Data for review START

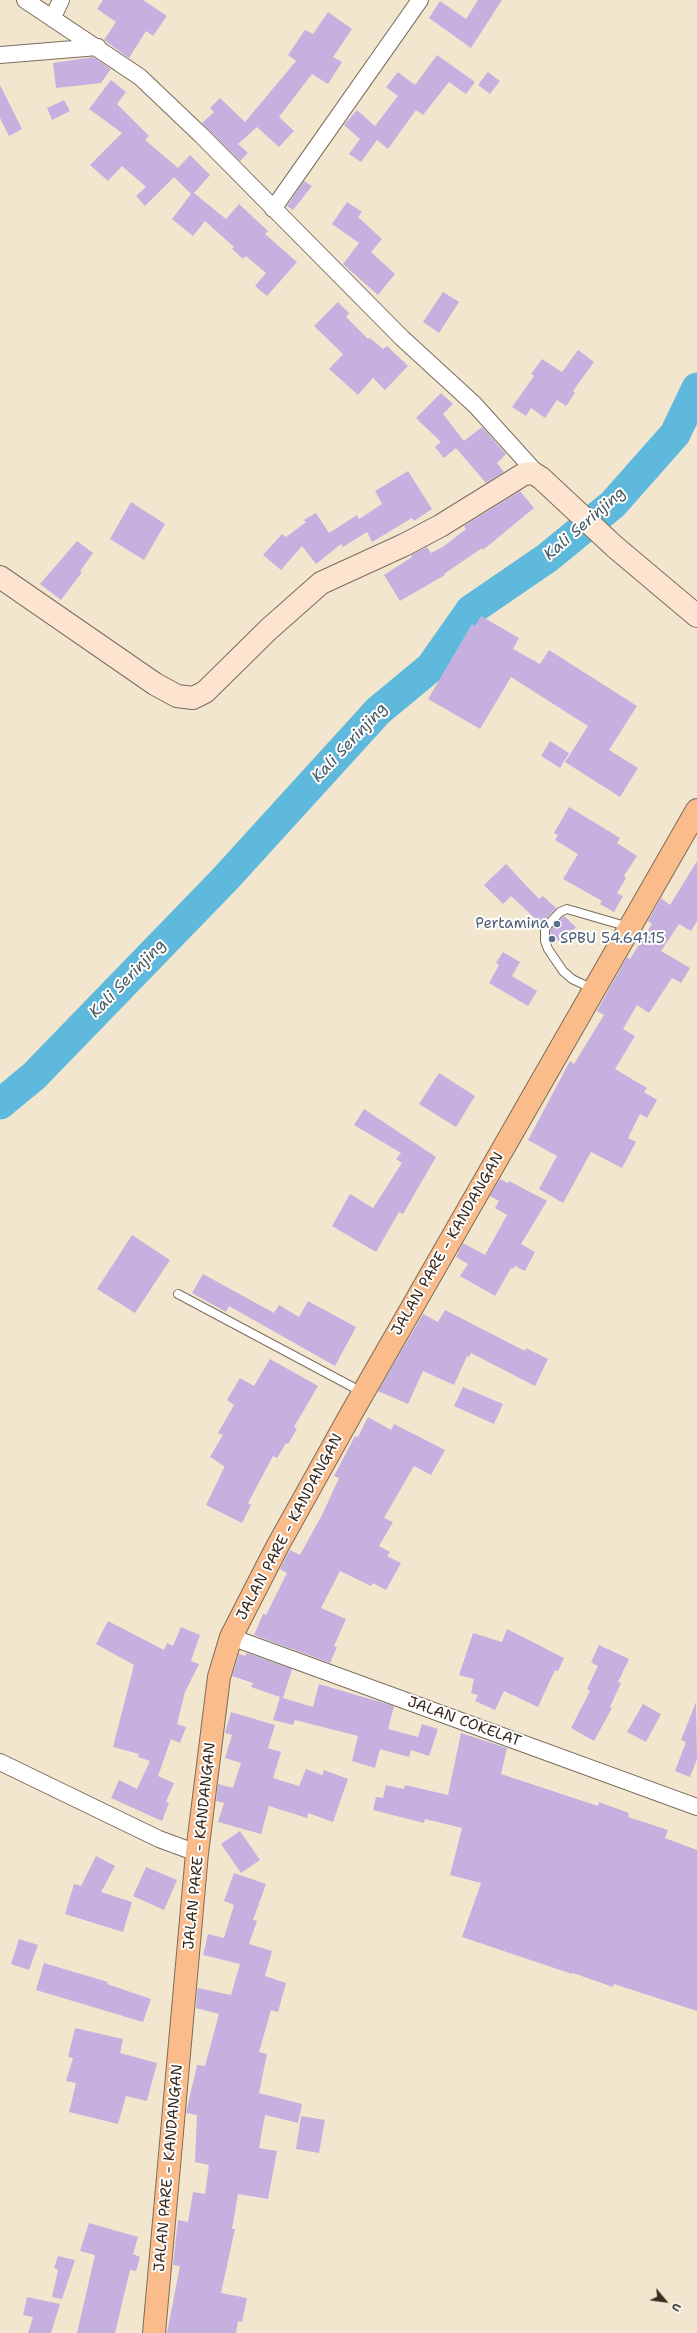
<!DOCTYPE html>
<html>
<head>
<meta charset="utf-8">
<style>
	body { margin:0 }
	#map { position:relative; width:697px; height:2333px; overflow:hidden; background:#f2e7ce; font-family:"Shantell Sans",sans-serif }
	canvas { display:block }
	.north { position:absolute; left:645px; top:2281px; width:40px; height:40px; -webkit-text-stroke:3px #fff; paint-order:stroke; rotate:119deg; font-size:11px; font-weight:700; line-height:16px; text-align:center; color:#3b2a1e }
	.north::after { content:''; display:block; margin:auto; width:14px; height:18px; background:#3b2a1e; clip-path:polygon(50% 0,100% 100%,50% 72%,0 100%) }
</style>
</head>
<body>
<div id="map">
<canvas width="697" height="2333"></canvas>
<div class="north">U</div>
</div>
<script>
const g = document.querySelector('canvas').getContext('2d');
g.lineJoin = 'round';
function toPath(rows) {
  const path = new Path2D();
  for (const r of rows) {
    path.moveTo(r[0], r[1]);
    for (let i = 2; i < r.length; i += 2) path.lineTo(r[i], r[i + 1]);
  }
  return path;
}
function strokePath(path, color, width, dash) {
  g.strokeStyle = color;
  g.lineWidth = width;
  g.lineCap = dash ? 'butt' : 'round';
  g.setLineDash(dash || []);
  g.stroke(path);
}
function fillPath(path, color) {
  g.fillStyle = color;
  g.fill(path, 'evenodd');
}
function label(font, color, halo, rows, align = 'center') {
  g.font = font + ' "Shantell Sans",sans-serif';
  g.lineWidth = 4;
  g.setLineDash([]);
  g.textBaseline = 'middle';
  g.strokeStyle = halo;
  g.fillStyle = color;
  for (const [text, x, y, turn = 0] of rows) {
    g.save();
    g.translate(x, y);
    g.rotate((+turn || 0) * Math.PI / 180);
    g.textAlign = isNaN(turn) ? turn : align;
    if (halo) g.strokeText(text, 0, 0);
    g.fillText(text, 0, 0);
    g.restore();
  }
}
const river = toPath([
	[0,1104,34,1076,225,879,378,711,431,667,471,610,547,558,613,504,675,434,697,388]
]);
const building = toPath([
	[103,0,143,0,167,16,153,36,146,31,129,58,104,40,116,22,97,9],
	[478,0,502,0,471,48,429,18,440,1,466,19],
	[328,12,352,29,333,57,342,62,328,84,312,74,279,117,294,131,279,147,257,127,238,144,248,153,240,161,202,123,214,112,210,108,220,98,245,122,296,61,288,55,305,30,313,34],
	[437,55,475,82,466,94,449,82,423,115,416,110,388,149,377,140,361,162,349,154,360,139,344,125,357,110,375,126,398,96,386,87,398,72,415,85],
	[93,57,111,69,101,83,56,88,53,63],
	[488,72,500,81,490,94,478,85],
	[111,80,126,92,117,104,149,136,145,140,178,168,190,155,210,175,194,193,226,219,239,204,268,231,265,234,297,262,267,296,255,286,266,273,246,256,243,259,232,249,234,247,205,221,193,236,172,219,191,194,174,177,145,206,136,196,146,187,122,166,108,181,90,165,122,133,89,109],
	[0,85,22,129,9,136,0,118],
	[64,100,70,111,52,120,47,108],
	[304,181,312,186,293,210,287,206],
	[347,202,362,212,358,217,382,239,371,252,395,274,378,295,343,264,359,243,332,224],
	[443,292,459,302,439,333,423,322],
	[338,302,349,313,346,317,368,339,370,338,383,349,387,346,408,366,385,390,373,378,358,395,329,369,343,354,314,326],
	[578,350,594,362,573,391,575,393,566,406,557,400,545,418,531,408,526,416,512,407,534,376,531,374,542,359,562,372],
	[441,393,453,404,443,414,464,441,482,427,506,454,497,463,504,472,486,483,456,448,444,458,435,447,441,442,416,418],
	[408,471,432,509,414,521,412,518,372,542,367,532,343,547,341,544,316,564,302,546,281,570,263,555,282,534,286,537,306,522,304,520,316,513,329,533,357,515,359,519,382,504,375,491],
	[520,491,534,508,483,550,482,548,444,574,445,575,400,601,384,575,412,557,411,555,427,547,431,553,444,546,466,529,464,526],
	[131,502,165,524,144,560,110,539],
	[77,541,93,553,80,571,82,572,61,600,40,584],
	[481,616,519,638,513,649,540,664,549,650,637,706,609,750,638,768,620,797,565,762,588,726,511,677,480,729,428,699,472,624,475,626],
	[550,741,569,753,560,768,541,756],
	[569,807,620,838,617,843,637,856,624,876,626,878,617,893,623,896,614,912,600,904,602,901,563,879,578,854,555,840,558,835,554,833],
	[697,861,697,921,691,931,679,924,661,951,690,968,681,983,672,978,649,1013,637,1005,623,1029,635,1036,615,1069,647,1088,644,1092,657,1100,647,1118,640,1114,628,1138,636,1142,622,1168,591,1152,563,1203,539,1189,557,1156,528,1140,570,1061,574,1064,604,1015,597,1011,627,957,630,959,652,924,648,921,661,898,670,905],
	[506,864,539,899,543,896,556,908,541,924,511,896,503,904,484,885],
	[564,916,576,927,561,943,550,933,550,930],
	[503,952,520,962,512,976,537,991,528,1006,489,983,499,965,496,963],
	[439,1073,475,1096,456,1127,419,1104],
	[364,1109,436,1157,403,1214,399,1212,376,1252,332,1226,350,1194,373,1208,402,1163,396,1159,401,1153,354,1125],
	[500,1179,508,1183,509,1181,547,1201,521,1244,535,1252,525,1271,515,1266,513,1269,511,1268,495,1296,460,1276,468,1264,456,1257,463,1243,485,1255,507,1215,495,1208,499,1201,490,1196],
	[132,1235,170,1260,135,1313,97,1289],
	[203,1274,274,1313,279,1305,299,1317,308,1301,356,1327,335,1366,229,1306,226,1312,192,1293],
	[445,1310,525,1351,526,1348,548,1359,535,1386,471,1353,469,1357,467,1356,454,1385,423,1371,408,1404,378,1391,423,1314,438,1322],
	[270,1359,318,1386,294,1427,297,1429,288,1444,286,1443,277,1458,273,1456,248,1503,251,1505,242,1523,206,1505,224,1468,224,1466,210,1457,223,1435,218,1433,234,1405,227,1400,240,1378,254,1386],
	[463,1387,503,1404,494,1424,454,1406],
	[368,1417,391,1430,394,1424,445,1450,431,1475,414,1466,384,1518,393,1522,379,1546,390,1552,387,1556,401,1563,386,1590,373,1583,371,1586,340,1571,321,1608,346,1619,334,1646,337,1647,330,1663,254,1635,263,1614,266,1615,287,1573,280,1569,288,1553,290,1550,300,1555,323,1513,339,1478,334,1476,355,1436,358,1437],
	[108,1621,164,1650,167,1643,173,1646,181,1627,200,1635,191,1661,199,1664,185,1692,177,1724,186,1727,180,1743,171,1739,158,1776,174,1783,166,1802,169,1803,162,1821,111,1798,119,1780,137,1789,150,1761,138,1757,139,1754,113,1747,134,1665,96,1644],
	[507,1629,564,1658,558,1671,555,1670,538,1707,504,1691,495,1710,475,1701,478,1695,471,1693,474,1679,459,1675,473,1633,502,1642],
	[599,1645,629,1659,618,1682,621,1683,610,1707,612,1708,594,1741,571,1728,590,1691,587,1689,598,1666,591,1662],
	[247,1653,292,1669,283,1698,313,1707,319,1684,394,1706,388,1729,418,1737,422,1724,438,1729,429,1756,411,1750,409,1757,380,1749,375,1768,352,1761,358,1736,295,1720,293,1725,273,1720,280,1697,251,1687,253,1683,232,1676,239,1654,245,1656],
	[696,1702,697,1759,690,1777,675,1771,686,1742,681,1740],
	[643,1704,661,1714,646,1742,627,1732],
	[231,1712,275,1725,268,1748,281,1752,273,1778,299,1786,306,1769,322,1775,324,1770,348,1779,333,1822,308,1813,307,1818,269,1806,261,1834,218,1822,224,1803,216,1801,218,1784,233,1788,241,1763,225,1758,232,1735,225,1733],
	[461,1733,507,1748,501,1774,598,1806,599,1802,629,1813,628,1817,668,1830,665,1838,697,1850,697,2011,614,1984,613,1987,573,1973,572,1974,462,1937,481,1883,450,1875,462,1828,425,1819,424,1823,373,1810,376,1797,383,1798,386,1785,404,1789,405,1785,448,1795],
	[240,1831,260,1860,241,1873,221,1844],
	[96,1856,115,1866,101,1892,132,1902,123,1932,65,1914,74,1884,81,1886],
	[146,1867,177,1880,164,1910,133,1896],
	[234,1873,266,1884,253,1920,257,1921,249,1944,272,1951,265,1976,286,1983,278,2012,271,2010,259,2052,267,2054,259,2093,302,2104,298,2123,265,2115,259,2148,277,2151,268,2199,238,2194,232,2229,235,2229,221,2293,247,2298,242,2322,238,2321,236,2333,167,2333,180,2266,173,2265,178,2220,188,2222,193,2192,205,2194,209,2165,195,2162,197,2115,186,2113,197,2065,205,2066,219,2014,196,2008,197,1993,198,1988,231,1995,240,1964,203,1955,208,1934,224,1938,234,1905,224,1901],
	[19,1939,38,1945,29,1970,11,1964],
	[44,1963,108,1982,107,1984,151,1999,143,2022,36,1990],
	[75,2028,123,2039,120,2053,157,2063,147,2101,126,2096,118,2124,69,2112,76,2083,66,2081,73,2058,68,2057],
	[301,2116,325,2120,319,2153,296,2149],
	[89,2223,138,2237,133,2254,140,2257,136,2271,130,2270,115,2333,77,2333,95,2255,80,2251],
	[58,2256,75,2260,62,2299,52,2297,58,2270,54,2268],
	[27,2297,60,2304,51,2333,28,2333,33,2317,23,2315]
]);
const lane = toPath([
	[593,989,572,979,563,971,548,949,545,941,545,928,560,912,567,909,629,927],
	[178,1294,362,1392]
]);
const street = toPath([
	[25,0,140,77,202,136,402,338,475,405,541,478],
	[53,17,61,0],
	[0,55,98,47],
	[273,209,420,0],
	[231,1637,697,1807],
	[0,1762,159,1839,197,1853]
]);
const secondary = toPath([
	[0,577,155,684,177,696,193,698,205,692,269,629,321,583,404,545,440,526,524,474,533,473,541,478,615,547,697,616]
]);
const primary = toPath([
	[154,2333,197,1853,219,1677,231,1637,277,1547,351,1414,697,810]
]);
const markers = [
	[557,924,4,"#5c6f8a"],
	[552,939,4,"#5c6f8a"]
];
const serviceNames = [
	["Pertamina",549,924],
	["SPBU 54.641.15",560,939,"left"]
];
const streetNames = [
	["JALAN PARE - KANDANGAN",448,1244,-60],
	["JALAN PARE - KANDANGAN",290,1527,-62],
	["JALAN COKELAT",464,1722,20],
	["JALAN PARE - KANDANGAN",200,1846,-84],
	["JALAN PARE - KANDANGAN",169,2168,-85]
];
const waterNames = [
	["Kali Serinjing",585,524,-41],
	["Kali Serinjing",350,743,-47],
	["Kali Serinjing",128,979,-46]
];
strokePath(river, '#5fb9dd', 31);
fillPath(building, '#c5b0df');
strokePath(lane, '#7b6c5c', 10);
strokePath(street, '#7b6c5c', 18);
strokePath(secondary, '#7b6c5c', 24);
strokePath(primary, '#7b6c5c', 24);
strokePath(lane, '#fff', 8);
strokePath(street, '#fff', 16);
strokePath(secondary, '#fde4d0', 22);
strokePath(primary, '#f9bc8a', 22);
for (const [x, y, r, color] of markers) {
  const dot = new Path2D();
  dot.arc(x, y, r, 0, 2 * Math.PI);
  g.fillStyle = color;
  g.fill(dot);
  strokePath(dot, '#fff', 1.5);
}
label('15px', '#4e5e75', '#fff', serviceNames, 'right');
label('15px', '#3b2a1e', '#fff', streetNames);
label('italic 16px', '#485c61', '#fff', waterNames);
</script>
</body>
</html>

Data for review END

» **Task item**
Your answer should consist only of the lines from the one with "strokePath(street, '#7b6c5c', 18);" through the end of the data above, reproduced exactly.

» **Solution for this task**
strokePath(street, '#7b6c5c', 18);
strokePath(secondary, '#7b6c5c', 24);
strokePath(primary, '#7b6c5c', 24);
strokePath(lane, '#fff', 8);
strokePath(street, '#fff', 16);
strokePath(secondary, '#fde4d0', 22);
strokePath(primary, '#f9bc8a', 22);
for (const [x, y, r, color] of markers) {
  const dot = new Path2D();
  dot.arc(x, y, r, 0, 2 * Math.PI);
  g.fillStyle = color;
  g.fill(dot);
  strokePath(dot, '#fff', 1.5);
}
label('15px', '#4e5e75', '#fff', serviceNames, 'right');
label('15px', '#3b2a1e', '#fff', streetNames);
label('italic 16px', '#485c61', '#fff', waterNames);
</script>
</body>
</html>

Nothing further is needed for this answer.